A provocative exploration of nutrition as the foundation of health, emphasizing overlooked minerals and their potential to prevent disease.

Rare Earths: Forbidden Cures

Joel D. Wallach & Ma Lan
1996 (updated editions)
Rare Earths: Forbidden Cures presents a bold critique of modern medicine’s reliance on pharmaceuticals, arguing that many chronic and degenerative diseases arise from deficiencies in trace minerals—including rare earth elements—that are essential for human physiology. Joel Wallach and Ma Lan contend that widespread soil depletion, processed foods, and industrial agriculture have left populations nutritionally vulnerable, and that restoring these foundational nutrients can profoundly impact health. The book details the role of more than 90 trace minerals in supporting bodily functions, from cellular metabolism to immune resilience. Wallach and Lan combine clinical observations, case studies, and practical supplementation guidance, framing minerals as a simple, preventative, and often overlooked route to wellness. Their work challenges the dominant disease-drug paradigm, suggesting that many modern interventions treat symptoms rather than addressing the underlying causes linked to nutrient scarcity.

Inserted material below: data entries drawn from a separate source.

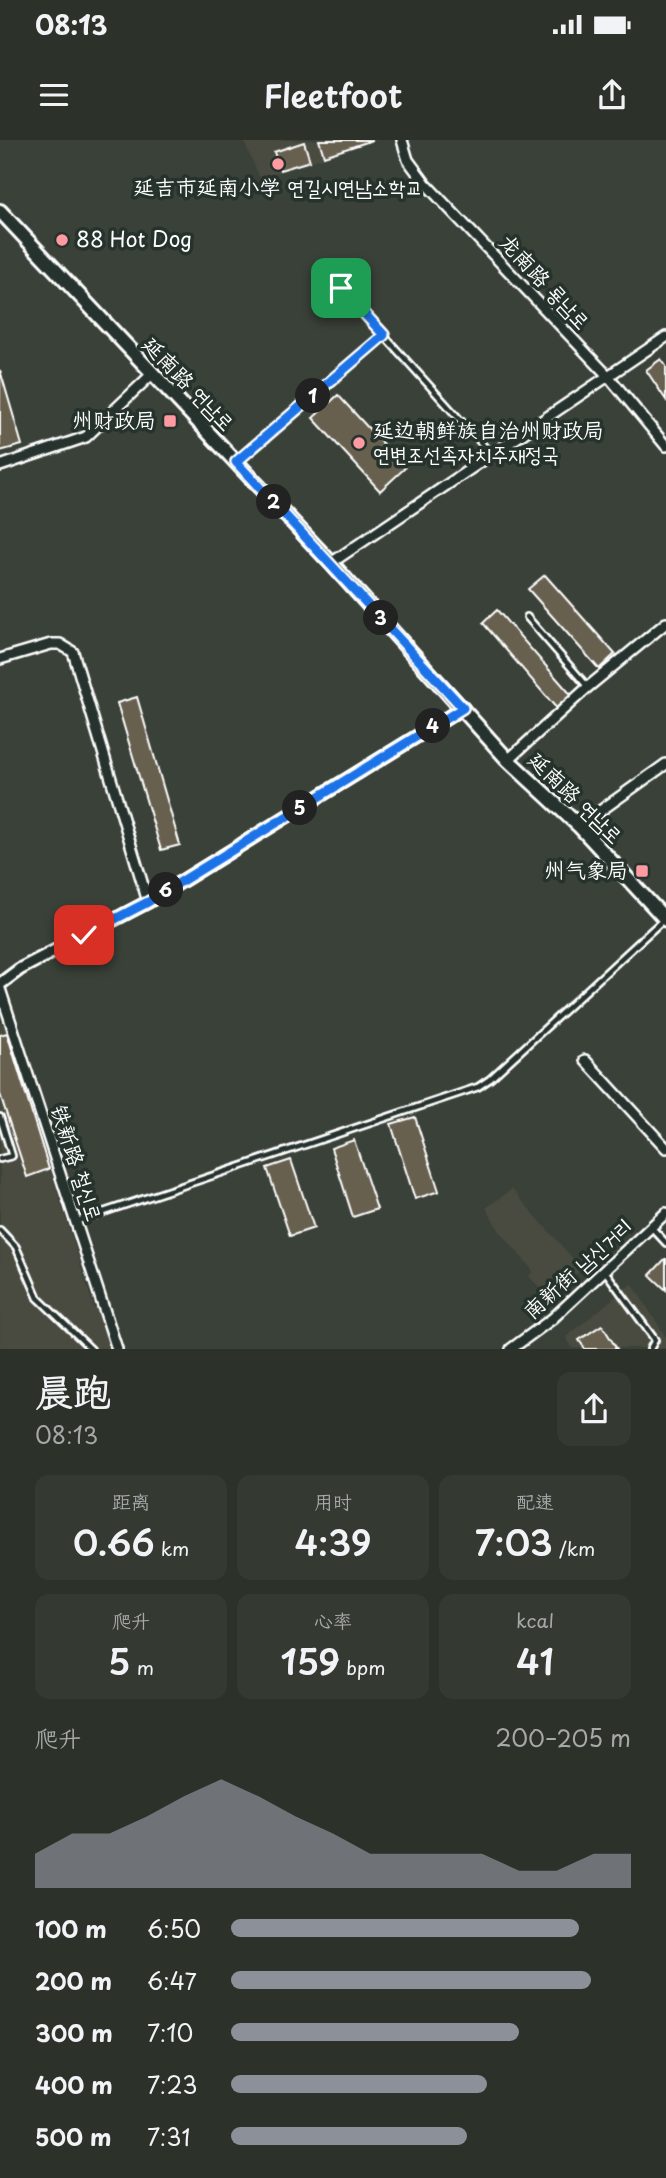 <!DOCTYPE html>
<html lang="zh">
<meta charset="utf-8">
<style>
body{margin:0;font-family:"Playpen Sans","LXGW WenKai TC","Poor Story",sans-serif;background:#343932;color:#f1f3f6;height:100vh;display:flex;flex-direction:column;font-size:26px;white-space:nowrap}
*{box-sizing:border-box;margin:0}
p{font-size:23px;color:#a6a9a8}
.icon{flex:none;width:38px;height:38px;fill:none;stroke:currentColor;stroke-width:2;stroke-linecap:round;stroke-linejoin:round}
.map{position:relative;height:1209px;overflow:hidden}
.panel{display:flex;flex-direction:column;background:#2c312a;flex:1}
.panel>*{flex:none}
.pin{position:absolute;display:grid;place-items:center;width:60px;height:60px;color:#fff;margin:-30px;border-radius:14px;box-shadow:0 4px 10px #0006}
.km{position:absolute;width:35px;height:35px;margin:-18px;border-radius:50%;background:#222;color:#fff;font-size:19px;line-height:35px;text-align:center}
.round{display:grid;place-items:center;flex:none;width:74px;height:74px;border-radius:14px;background:#343932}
.summary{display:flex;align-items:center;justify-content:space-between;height:119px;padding:0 35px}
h1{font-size:38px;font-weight:600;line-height:52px}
.figures{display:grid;grid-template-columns:repeat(3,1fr);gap:10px;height:119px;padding:7px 35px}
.figures div{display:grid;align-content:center;border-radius:14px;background:#343932;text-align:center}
.figures b{font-size:35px;font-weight:600}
.figures small{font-size:19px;font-weight:400}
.figures p{font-size:19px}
.chart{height:196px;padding:14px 35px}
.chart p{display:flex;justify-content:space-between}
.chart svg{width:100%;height:126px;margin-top:7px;fill:#8c9099;opacity:.7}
ul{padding:0 35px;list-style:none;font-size:23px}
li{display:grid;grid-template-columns:112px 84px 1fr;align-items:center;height:52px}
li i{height:18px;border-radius:9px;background:#8c9099}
.status{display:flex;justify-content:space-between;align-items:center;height:49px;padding:0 35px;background:#2c312a;direction:ltr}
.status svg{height:19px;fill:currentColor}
header{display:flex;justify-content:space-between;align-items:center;height:91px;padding:0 35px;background:#2c312a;font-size:32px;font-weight:600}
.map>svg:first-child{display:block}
.built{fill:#484b3f}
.building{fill:#676150;stroke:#fff;stroke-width:2}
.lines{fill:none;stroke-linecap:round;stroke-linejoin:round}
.service-casing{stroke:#fff;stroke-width:10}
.minor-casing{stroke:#fff;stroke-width:14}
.tertiary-casing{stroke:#fff;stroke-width:16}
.secondary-casing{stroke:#fff;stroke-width:18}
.service{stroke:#26332d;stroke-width:4.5}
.minor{stroke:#26332d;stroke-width:9}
.tertiary{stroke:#26332d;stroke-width:10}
.secondary{stroke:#26332d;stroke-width:12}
.route-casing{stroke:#fff;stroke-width:14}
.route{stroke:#1a73e8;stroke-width:9}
.poi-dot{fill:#ff9aa2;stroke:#26332d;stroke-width:2.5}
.labels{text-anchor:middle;stroke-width:7;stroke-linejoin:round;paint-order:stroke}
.poi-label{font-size:21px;fill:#fff;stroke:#26332d;text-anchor:start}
.street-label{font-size:21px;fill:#fff;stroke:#26332d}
</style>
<div class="status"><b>08:13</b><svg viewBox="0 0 49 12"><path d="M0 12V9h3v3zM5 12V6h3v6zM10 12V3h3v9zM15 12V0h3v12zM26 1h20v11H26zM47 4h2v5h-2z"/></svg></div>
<header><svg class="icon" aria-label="menu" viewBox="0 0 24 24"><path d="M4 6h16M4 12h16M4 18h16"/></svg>Fleetfoot<svg class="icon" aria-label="share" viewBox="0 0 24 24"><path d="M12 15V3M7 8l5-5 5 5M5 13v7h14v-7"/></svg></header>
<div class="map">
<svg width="666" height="1209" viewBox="0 0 666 1209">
<rect width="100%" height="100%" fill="#3a4138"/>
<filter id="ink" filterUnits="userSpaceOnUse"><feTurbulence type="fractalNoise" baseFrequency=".0143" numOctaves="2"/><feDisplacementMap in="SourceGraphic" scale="14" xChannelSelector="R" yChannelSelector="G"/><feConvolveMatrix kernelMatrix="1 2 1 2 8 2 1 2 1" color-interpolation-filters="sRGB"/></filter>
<g filter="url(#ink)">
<g class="built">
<path d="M243,0H378L260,38Z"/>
<path d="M0,882L5,886L94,1168L100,1169L111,1208H0Z"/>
<path d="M512,1049L582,1129L548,1158L529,1136L533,1131L499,1090L486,1068Z"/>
<path d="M632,1143L666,1197V1208H572L566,1197Z"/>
</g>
<g class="building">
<path d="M319,0H373L324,16Z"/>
<path d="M304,2L310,21L280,30L274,12Z"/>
<path d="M661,219L666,226V260L646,230Z"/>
<path d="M0,230L22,305L0,311Z"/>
<path d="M338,255L405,328L380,351L313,278Z"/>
<path d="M545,435L615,514L599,529L528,449Z"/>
<path d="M497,470L573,557L558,570L483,483Z"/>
<path d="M137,557L180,705L161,710L117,563Z"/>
<path d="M7,893L49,1029L27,1037L0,954V895Z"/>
<path d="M415,977L439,1051L415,1059L391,984Z"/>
<path d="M354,1000L377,1069L353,1077L331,1008Z"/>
<path d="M291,1020L314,1088L290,1096L267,1028Z"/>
<path d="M665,1119H666V1150L650,1135Z"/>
<path d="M602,1185L617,1209H585L579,1200Z"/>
</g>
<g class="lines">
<defs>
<g id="service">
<path d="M341,148L492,315"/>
<path d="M237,321L384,195"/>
<path d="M527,477L587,546"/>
<path d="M0,977L12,1016L0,1019"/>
<path d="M77,1081L478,947L490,939L664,779"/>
<path d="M652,1088L666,1103"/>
<path d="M0,1090L16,1107L38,1158L91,1209"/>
<path d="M605,1131L655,1200L650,1209"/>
</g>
<g id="minor">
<path d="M402,0L408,20L425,43L609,237L666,306"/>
<path d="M0,326L86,297L151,235"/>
<path d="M331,423L666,197"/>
<path d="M0,519L51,504H60L73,512L148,762"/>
<path d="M508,620L588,547L666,483"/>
<path d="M579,686L666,624"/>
<path d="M0,849L117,1209"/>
<path d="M585,920L666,1008"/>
<path d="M511,1209L552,1179L666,1073"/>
</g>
<path id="tertiary" d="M0,844L20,829L148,762L463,568"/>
<path id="secondary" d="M0,71L331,423L508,620L579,686L666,780"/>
</defs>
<use href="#service" class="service-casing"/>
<use href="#minor" class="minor-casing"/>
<use href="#tertiary" class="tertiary-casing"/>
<use href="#secondary" class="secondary-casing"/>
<use href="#service" class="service"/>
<use href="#minor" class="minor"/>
<use href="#tertiary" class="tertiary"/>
<use href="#secondary" class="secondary"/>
</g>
</g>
<g class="lines" filter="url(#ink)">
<defs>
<path id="route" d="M84,795L148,762L463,568L236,322L384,195L341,148"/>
</defs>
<use href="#route" class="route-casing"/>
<use href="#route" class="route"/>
</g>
<g class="poi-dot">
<circle cx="278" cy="24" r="7"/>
<circle cx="62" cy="100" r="7"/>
<rect x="163" y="274" width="14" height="14" rx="3.5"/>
<circle cx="359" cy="303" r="7"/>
<rect x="635" y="724" width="14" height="14" rx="3.5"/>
</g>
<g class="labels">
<g class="poi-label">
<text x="278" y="55" text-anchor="middle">延吉市延南小学 연길시연남소학교</text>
<text x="76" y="107">88 Hot Dog</text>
<text x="156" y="288" text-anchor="end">州财政局</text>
<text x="373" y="298">延边朝鲜族自治州财政局<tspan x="373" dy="24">연변조선족자치주재정국</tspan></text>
<text x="628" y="738" text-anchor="end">州气象局</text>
</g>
<g class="street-label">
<text transform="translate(544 142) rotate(47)" y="7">龙南路 룡남로</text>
<text transform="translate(188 244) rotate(46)" y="7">延南路 연남로</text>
<text transform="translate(575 658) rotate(44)" y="7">延南路 연남로</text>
<text transform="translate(76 1023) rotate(72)" y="7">铁新路 철신로</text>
<text transform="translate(578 1129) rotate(-42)" y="7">南新街 남신거리</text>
</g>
</g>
</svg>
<div class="pin" style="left:341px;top:148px;background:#1e9e55"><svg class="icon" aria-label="arrive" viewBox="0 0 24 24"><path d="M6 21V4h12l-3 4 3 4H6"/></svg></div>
<div class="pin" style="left:84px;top:795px;background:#d93025"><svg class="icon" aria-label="check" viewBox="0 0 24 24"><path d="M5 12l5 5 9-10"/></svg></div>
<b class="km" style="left:313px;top:256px">1</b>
<b class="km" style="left:274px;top:362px">2</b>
<b class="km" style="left:381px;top:478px">3</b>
<b class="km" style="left:433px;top:586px">4</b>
<b class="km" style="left:300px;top:668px">5</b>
<b class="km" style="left:166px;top:750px">6</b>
</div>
<section class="panel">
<div class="summary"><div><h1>晨跑</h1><p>08:13</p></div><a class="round"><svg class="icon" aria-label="share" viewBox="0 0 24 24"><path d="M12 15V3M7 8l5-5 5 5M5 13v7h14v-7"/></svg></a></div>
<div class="figures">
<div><p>距离</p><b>0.66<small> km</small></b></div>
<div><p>用时</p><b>4:39</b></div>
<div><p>配速</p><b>7:03<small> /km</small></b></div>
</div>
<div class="figures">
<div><p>爬升</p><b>5<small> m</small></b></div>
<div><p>心率</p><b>159<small> bpm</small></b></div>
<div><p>kcal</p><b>41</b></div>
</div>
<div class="chart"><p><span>爬升</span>200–205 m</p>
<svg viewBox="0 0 160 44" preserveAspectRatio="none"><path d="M0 44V32L10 25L20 25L30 19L40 12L50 6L60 12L70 19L80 25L90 32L100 32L110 32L120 32L130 38L140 38L150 32L160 32V44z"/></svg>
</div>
<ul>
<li><b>100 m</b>6:50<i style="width:87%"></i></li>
<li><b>200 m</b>6:47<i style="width:90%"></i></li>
<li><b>300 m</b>7:10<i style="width:72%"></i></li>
<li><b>400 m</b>7:23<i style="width:64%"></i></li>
<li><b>500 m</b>7:31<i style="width:59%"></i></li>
</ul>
</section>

“The body is not missing medicine—it is missing minerals. Restore what has been depleted, and the body begins to heal itself.”
The approach outlined in Rare Earths: Forbidden Cures runs counter to conventional medical frameworks that prioritize pharmaceutical treatments over nutritional interventions. Claims that trace minerals can prevent or reverse disease have been labeled unproven, exaggerated, or outside the bounds of evidence-based medicine, leading to limited uptake in mainstream healthcare. Furthermore, the book’s critique of industrial medicine and implied economic motives—suggesting that simple nutritional solutions threaten pharmaceutical profits—positions it squarely within a “suppressed knowledge” narrative. As a result, its teachings are mostly circulated through alternative health channels, practitioner networks, and direct-to-consumer publications rather than institutional medicine. Within a hidden-knowledge lens, the book represents an attempt to revive and emphasize the body’s natural capacity for self-regulation, highlighting how elemental deficiencies can undermine health. Its marginalization reflects a historical tendency to favor complex, market-driven interventions over simple, foundational solutions—a dynamic that continues to fuel interest in alternative and nutrient-based therapies today.